A three-dimensional process
Recent advances in ecology reveal that natural abundance emerges from interactions between trophic (food web) complexity, natural disturbance and the ability of organisms to disperse. With rewilding characterised by a spirit of creative pragmatism and collaboration, rewilders look for ways to move each of these three variables up a notch or two, from any given starting point. The goal is to enhance these three ecosystem variables within the constraints of what is possible.
Redrawn from Perino et al., "Rewilding Complex Ecosystems", Science, 2019.

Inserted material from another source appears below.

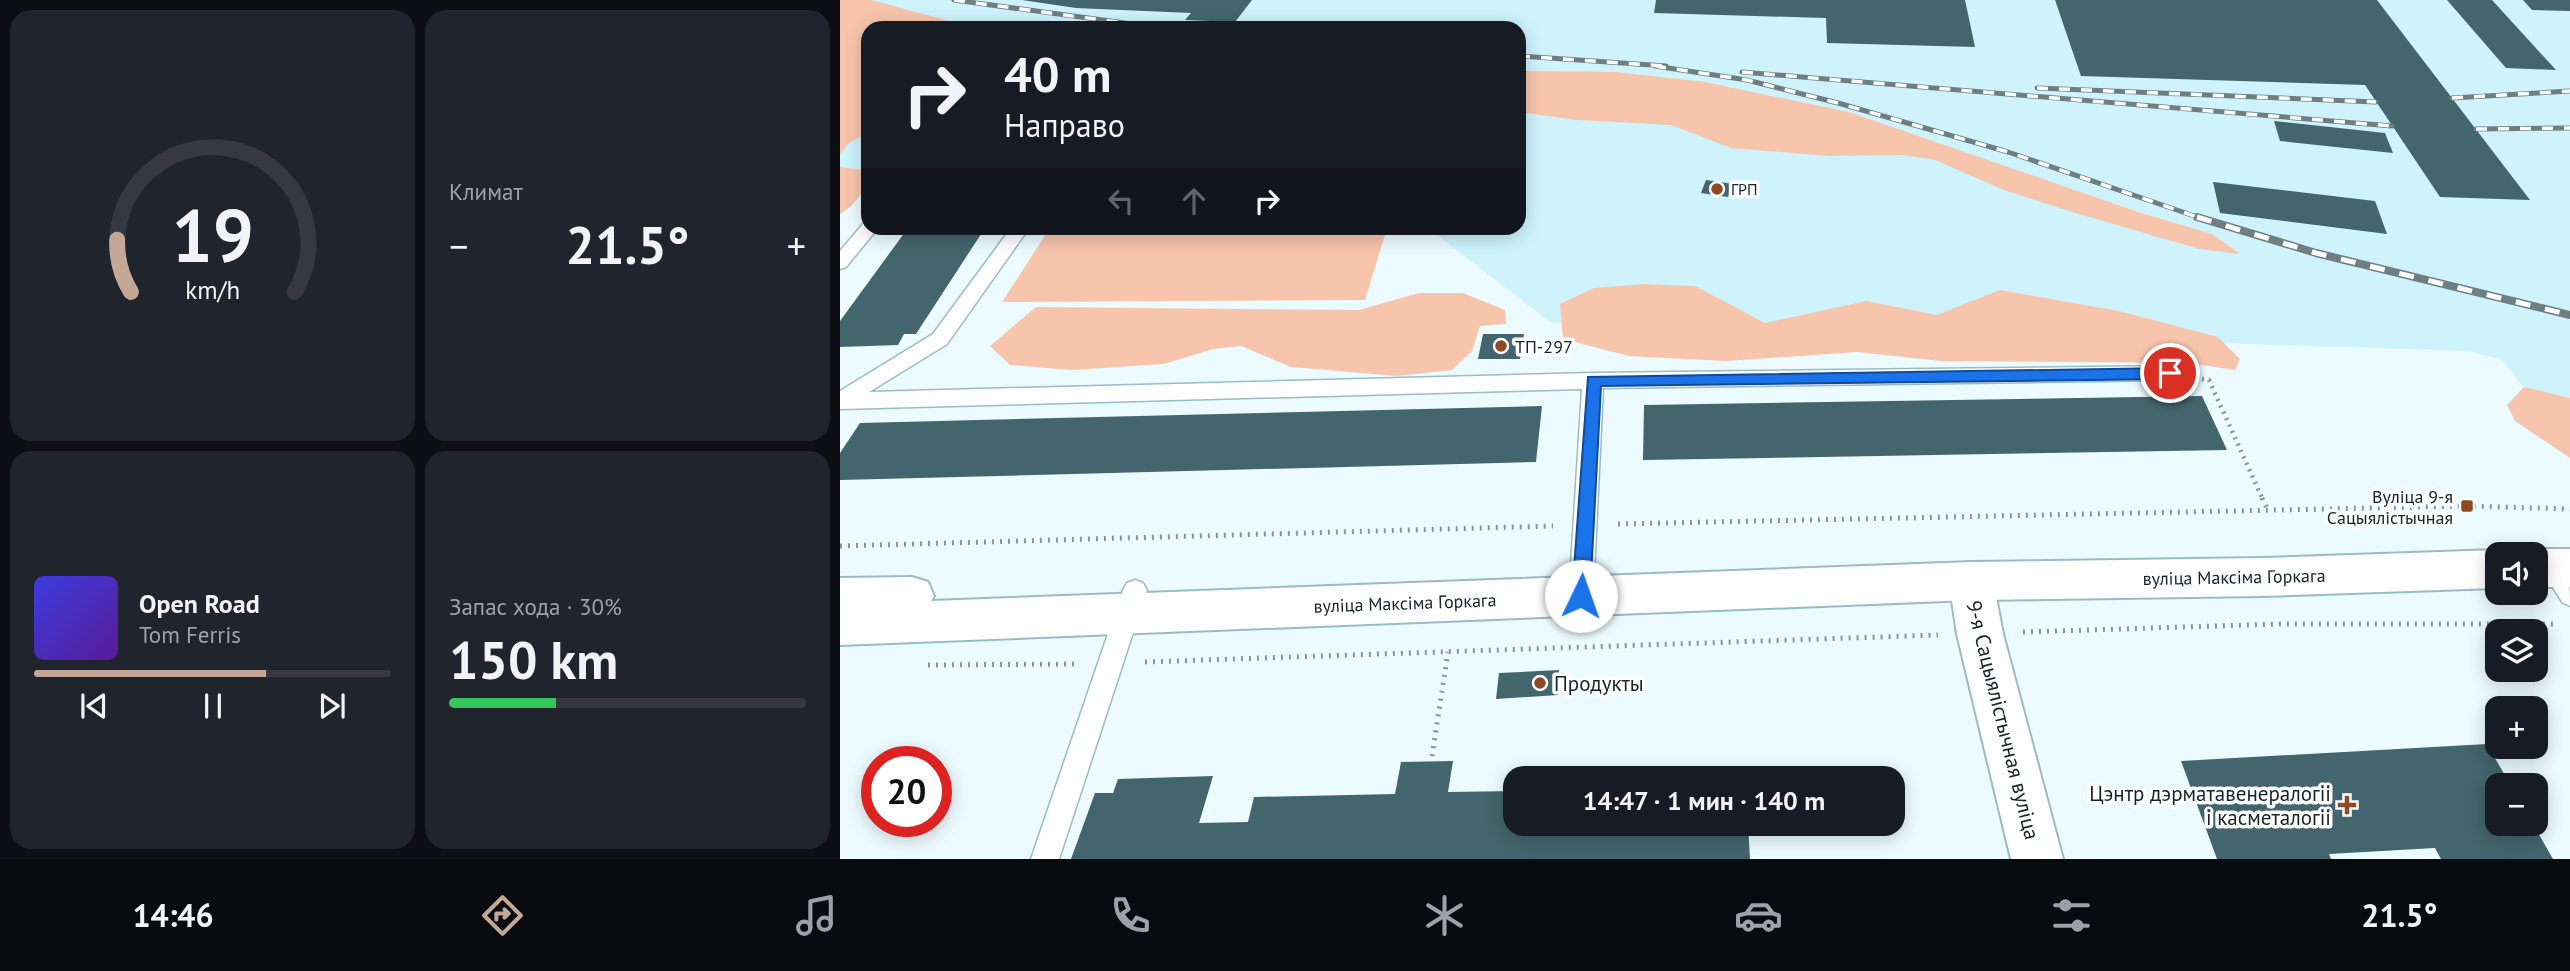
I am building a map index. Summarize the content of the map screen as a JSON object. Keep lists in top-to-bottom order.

Backyard rewilding can often be stepped up a level if we team up with our neighbours. Most gardens are rectangular plots, running back from the house and bounded by fence panels, walls and impenetrable hedges. Replacing a fence panel or section of hedge with a trellis fence panel is one of the simplest ways to move up a notch on the rewilding scale, restoring flight paths for bees and butterflies and foraging routes for small mammals, reptiles and amphibians, and enabling life-affirming sunlight to reach new areas of your garden.
A typical British garden, with significant rewilding potential. Artwork by Klara Jepson.
Expanding food webs
This enhancement in connectivity, sunlight and air flow creates the conditions to address the next rewilding variable - trophic complexity. In larger scale rewilding projects this focuses on the restoration of what are known as functional species - animals such as beavers, boar, wild cattle, ponies and predators - that create resources and micro-habitats for other organisms to live.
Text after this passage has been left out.